- [Your assignment] Start at the line containing "Convert this page" and transcribe every line exactly through the end of the records below, and only those lines.

- [Saved data entries]
******
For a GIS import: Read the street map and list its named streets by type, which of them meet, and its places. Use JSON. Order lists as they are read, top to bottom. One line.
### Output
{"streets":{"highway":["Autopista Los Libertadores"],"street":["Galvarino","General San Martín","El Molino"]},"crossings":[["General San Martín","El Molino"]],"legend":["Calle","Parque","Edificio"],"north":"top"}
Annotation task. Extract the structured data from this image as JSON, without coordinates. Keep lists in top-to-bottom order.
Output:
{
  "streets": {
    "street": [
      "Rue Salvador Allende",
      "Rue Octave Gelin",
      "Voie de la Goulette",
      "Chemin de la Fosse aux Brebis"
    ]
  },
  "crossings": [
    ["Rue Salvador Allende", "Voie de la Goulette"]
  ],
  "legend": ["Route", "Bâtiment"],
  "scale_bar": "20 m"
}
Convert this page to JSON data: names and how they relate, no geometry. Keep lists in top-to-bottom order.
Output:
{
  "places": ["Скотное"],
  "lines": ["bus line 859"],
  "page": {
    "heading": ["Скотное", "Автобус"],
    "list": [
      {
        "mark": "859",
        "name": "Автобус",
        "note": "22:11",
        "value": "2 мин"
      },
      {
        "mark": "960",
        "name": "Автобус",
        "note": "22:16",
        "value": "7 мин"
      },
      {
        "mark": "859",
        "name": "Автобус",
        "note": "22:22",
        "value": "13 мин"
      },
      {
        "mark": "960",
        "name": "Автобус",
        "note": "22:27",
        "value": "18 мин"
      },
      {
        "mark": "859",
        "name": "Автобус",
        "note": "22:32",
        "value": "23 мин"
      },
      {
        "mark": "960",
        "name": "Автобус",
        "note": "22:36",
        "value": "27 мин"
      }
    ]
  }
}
******
- [Written response]
Convert this page to JSON data: names and how they relate, no geometry. Keep lists in top-to-bottom order.
Output:
{
  "places": ["Скотное"],
  "lines": ["bus line 859"],
  "page": {
    "heading": ["Скотное", "Автобус"],
    "list": [
      {
        "mark": "859",
        "name": "Автобус",
        "note": "22:11",
        "value": "2 мин"
      },
      {
        "mark": "960",
        "name": "Автобус",
        "note": "22:16",
        "value": "7 мин"
      },
      {
        "mark": "859",
        "name": "Автобус",
        "note": "22:22",
        "value": "13 мин"
      },
      {
        "mark": "960",
        "name": "Автобус",
        "note": "22:27",
        "value": "18 мин"
      },
      {
        "mark": "859",
        "name": "Автобус",
        "note": "22:32",
        "value": "23 мин"
      },
      {
        "mark": "960",
        "name": "Автобус",
        "note": "22:36",
        "value": "27 мин"
      }
    ]
  }
}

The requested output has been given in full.